● **Supplied records**:
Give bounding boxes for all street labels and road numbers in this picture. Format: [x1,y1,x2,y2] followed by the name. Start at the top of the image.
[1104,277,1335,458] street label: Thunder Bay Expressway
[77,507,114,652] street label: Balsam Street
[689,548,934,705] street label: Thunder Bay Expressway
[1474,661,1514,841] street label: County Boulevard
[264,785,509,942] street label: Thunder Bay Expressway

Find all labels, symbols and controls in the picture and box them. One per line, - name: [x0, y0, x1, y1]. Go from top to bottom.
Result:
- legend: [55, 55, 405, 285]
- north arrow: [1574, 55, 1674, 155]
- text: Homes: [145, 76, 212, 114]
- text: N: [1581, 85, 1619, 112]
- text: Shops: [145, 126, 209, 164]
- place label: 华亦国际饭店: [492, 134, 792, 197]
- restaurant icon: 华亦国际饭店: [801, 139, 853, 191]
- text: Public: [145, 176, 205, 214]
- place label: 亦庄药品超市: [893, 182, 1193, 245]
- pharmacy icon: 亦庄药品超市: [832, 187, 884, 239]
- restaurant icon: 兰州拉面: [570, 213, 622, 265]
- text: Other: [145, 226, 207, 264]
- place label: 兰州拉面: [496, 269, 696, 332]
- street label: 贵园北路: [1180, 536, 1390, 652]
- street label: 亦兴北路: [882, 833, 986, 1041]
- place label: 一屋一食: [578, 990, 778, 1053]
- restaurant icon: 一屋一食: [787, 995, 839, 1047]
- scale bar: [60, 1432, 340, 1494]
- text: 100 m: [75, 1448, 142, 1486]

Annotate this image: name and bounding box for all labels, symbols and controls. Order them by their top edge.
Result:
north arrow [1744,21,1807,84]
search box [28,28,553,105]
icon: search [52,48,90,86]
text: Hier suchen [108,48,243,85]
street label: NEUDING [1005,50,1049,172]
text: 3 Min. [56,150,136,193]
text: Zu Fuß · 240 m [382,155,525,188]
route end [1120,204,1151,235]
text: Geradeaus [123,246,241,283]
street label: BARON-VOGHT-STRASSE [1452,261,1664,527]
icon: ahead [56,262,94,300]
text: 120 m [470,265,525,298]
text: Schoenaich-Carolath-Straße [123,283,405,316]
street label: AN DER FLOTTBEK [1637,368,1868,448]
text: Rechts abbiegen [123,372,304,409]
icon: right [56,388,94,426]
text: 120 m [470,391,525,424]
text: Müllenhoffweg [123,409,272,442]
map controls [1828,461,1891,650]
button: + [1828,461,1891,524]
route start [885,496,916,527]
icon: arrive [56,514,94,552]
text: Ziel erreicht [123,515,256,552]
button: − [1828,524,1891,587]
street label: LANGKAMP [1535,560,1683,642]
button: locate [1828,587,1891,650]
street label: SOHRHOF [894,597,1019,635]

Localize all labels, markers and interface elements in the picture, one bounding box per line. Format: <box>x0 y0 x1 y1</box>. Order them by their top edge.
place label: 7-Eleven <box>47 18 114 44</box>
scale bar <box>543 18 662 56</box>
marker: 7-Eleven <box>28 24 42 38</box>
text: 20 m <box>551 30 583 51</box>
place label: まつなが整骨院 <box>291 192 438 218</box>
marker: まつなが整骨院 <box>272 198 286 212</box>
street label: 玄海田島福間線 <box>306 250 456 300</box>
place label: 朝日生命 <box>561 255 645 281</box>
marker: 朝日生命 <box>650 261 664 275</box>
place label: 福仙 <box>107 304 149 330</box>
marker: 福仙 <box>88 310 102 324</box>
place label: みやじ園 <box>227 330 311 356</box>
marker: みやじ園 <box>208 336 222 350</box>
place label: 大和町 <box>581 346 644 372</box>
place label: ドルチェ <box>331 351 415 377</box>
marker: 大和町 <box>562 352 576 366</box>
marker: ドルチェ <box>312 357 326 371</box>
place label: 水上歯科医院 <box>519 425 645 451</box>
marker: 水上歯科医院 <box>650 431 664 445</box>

● **Your objective**:
Report each line above containing the string "symbols".

● **Solution below**:
Find all labels, symbols and controls in the picture and box them. One per line, - name: [x0, y0, x1, y1]. Go from top to bottom.
Annotate this image: name and bounding box for all labels, symbols and controls. Order them by their top edge.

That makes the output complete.